= Beginning of Section =
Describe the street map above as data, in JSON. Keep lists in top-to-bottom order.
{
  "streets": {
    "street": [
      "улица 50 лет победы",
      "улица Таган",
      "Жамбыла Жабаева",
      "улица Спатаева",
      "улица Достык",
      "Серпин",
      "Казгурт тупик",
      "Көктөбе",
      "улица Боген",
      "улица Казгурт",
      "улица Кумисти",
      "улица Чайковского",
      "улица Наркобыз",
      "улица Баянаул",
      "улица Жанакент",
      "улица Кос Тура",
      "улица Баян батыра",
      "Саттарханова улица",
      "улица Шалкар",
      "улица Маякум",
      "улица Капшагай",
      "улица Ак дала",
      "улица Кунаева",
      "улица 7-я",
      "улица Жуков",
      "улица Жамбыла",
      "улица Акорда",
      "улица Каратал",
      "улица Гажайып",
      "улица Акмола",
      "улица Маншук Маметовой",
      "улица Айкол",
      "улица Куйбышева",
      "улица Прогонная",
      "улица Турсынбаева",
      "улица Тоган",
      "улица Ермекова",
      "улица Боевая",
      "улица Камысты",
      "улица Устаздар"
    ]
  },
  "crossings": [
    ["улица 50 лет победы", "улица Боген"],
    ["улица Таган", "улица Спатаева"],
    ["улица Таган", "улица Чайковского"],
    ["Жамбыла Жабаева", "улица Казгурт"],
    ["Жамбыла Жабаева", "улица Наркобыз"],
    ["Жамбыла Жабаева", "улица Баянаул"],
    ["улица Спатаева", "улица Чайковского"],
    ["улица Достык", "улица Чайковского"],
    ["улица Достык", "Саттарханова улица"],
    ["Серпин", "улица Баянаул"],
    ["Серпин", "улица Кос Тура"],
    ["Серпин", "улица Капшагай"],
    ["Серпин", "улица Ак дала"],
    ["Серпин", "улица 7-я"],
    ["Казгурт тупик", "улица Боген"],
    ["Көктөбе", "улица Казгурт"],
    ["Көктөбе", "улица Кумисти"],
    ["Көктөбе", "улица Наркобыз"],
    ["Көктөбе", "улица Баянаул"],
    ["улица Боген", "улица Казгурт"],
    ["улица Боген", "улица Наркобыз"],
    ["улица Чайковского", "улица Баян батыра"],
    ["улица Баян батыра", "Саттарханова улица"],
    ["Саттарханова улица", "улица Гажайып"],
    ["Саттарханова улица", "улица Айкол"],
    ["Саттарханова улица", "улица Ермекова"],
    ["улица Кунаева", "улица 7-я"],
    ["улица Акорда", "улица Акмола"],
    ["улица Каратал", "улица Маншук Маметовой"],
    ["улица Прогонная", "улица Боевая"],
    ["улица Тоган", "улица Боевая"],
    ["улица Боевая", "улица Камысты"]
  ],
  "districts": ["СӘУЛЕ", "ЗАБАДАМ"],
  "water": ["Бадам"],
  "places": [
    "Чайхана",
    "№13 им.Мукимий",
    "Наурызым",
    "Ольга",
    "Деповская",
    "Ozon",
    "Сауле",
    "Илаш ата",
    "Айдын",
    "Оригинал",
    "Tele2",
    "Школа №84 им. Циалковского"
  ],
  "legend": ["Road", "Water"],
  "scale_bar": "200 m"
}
= End of Section =
● Exercise objective
In your answer, print every entry exactly as it appears.

● Written solution
Describe the street map above as data, in JSON. Keep lists in top-to-bottom order.
{
  "streets": {
    "street": [
      "улица 50 лет победы",
      "улица Таган",
      "Жамбыла Жабаева",
      "улица Спатаева",
      "улица Достык",
      "Серпин",
      "Казгурт тупик",
      "Көктөбе",
      "улица Боген",
      "улица Казгурт",
      "улица Кумисти",
      "улица Чайковского",
      "улица Наркобыз",
      "улица Баянаул",
      "улица Жанакент",
      "улица Кос Тура",
      "улица Баян батыра",
      "Саттарханова улица",
      "улица Шалкар",
      "улица Маякум",
      "улица Капшагай",
      "улица Ак дала",
      "улица Кунаева",
      "улица 7-я",
      "улица Жуков",
      "улица Жамбыла",
      "улица Акорда",
      "улица Каратал",
      "улица Гажайып",
      "улица Акмола",
      "улица Маншук Маметовой",
      "улица Айкол",
      "улица Куйбышева",
      "улица Прогонная",
      "улица Турсынбаева",
      "улица Тоган",
      "улица Ермекова",
      "улица Боевая",
      "улица Камысты",
      "улица Устаздар"
    ]
  },
  "crossings": [
    ["улица 50 лет победы", "улица Боген"],
    ["улица Таган", "улица Спатаева"],
    ["улица Таган", "улица Чайковского"],
    ["Жамбыла Жабаева", "улица Казгурт"],
    ["Жамбыла Жабаева", "улица Наркобыз"],
    ["Жамбыла Жабаева", "улица Баянаул"],
    ["улица Спатаева", "улица Чайковского"],
    ["улица Достык", "улица Чайковского"],
    ["улица Достык", "Саттарханова улица"],
    ["Серпин", "улица Баянаул"],
    ["Серпин", "улица Кос Тура"],
    ["Серпин", "улица Капшагай"],
    ["Серпин", "улица Ак дала"],
    ["Серпин", "улица 7-я"],
    ["Казгурт тупик", "улица Боген"],
    ["Көктөбе", "улица Казгурт"],
    ["Көктөбе", "улица Кумисти"],
    ["Көктөбе", "улица Наркобыз"],
    ["Көктөбе", "улица Баянаул"],
    ["улица Боген", "улица Казгурт"],
    ["улица Боген", "улица Наркобыз"],
    ["улица Чайковского", "улица Баян батыра"],
    ["улица Баян батыра", "Саттарханова улица"],
    ["Саттарханова улица", "улица Гажайып"],
    ["Саттарханова улица", "улица Айкол"],
    ["Саттарханова улица", "улица Ермекова"],
    ["улица Кунаева", "улица 7-я"],
    ["улица Акорда", "улица Акмола"],
    ["улица Каратал", "улица Маншук Маметовой"],
    ["улица Прогонная", "улица Боевая"],
    ["улица Тоган", "улица Боевая"],
    ["улица Боевая", "улица Камысты"]
  ],
  "districts": ["СӘУЛЕ", "ЗАБАДАМ"],
  "water": ["Бадам"],
  "places": [
    "Чайхана",
    "№13 им.Мукимий",
    "Наурызым",
    "Ольга",
    "Деповская",
    "Ozon",
    "Сауле",
    "Илаш ата",
    "Айдын",
    "Оригинал",
    "Tele2",
    "Школа №84 им. Циалковского"
  ],
  "legend": ["Road", "Water"],
  "scale_bar": "200 m"
}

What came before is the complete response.